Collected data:
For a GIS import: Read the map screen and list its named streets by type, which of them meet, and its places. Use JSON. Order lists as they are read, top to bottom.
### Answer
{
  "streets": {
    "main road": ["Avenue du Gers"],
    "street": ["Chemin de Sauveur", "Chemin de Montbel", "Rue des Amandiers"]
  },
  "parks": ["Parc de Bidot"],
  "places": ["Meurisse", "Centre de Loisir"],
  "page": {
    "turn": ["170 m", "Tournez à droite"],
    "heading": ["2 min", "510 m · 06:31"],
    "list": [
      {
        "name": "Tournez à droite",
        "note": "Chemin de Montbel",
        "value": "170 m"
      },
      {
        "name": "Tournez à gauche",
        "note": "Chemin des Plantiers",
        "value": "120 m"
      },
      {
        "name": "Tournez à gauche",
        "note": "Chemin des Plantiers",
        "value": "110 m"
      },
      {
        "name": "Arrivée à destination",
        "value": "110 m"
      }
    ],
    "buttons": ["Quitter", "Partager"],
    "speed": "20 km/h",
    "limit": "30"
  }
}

Work required: All of the entries above need to be set down again exactly.

Exercise solution:
For a GIS import: Read the map screen and list its named streets by type, which of them meet, and its places. Use JSON. Order lists as they are read, top to bottom.
### Answer
{
  "streets": {
    "main road": ["Avenue du Gers"],
    "street": ["Chemin de Sauveur", "Chemin de Montbel", "Rue des Amandiers"]
  },
  "parks": ["Parc de Bidot"],
  "places": ["Meurisse", "Centre de Loisir"],
  "page": {
    "turn": ["170 m", "Tournez à droite"],
    "heading": ["2 min", "510 m · 06:31"],
    "list": [
      {
        "name": "Tournez à droite",
        "note": "Chemin de Montbel",
        "value": "170 m"
      },
      {
        "name": "Tournez à gauche",
        "note": "Chemin des Plantiers",
        "value": "120 m"
      },
      {
        "name": "Tournez à gauche",
        "note": "Chemin des Plantiers",
        "value": "110 m"
      },
      {
        "name": "Arrivée à destination",
        "value": "110 m"
      }
    ],
    "buttons": ["Quitter", "Partager"],
    "speed": "20 km/h",
    "limit": "30"
  }
}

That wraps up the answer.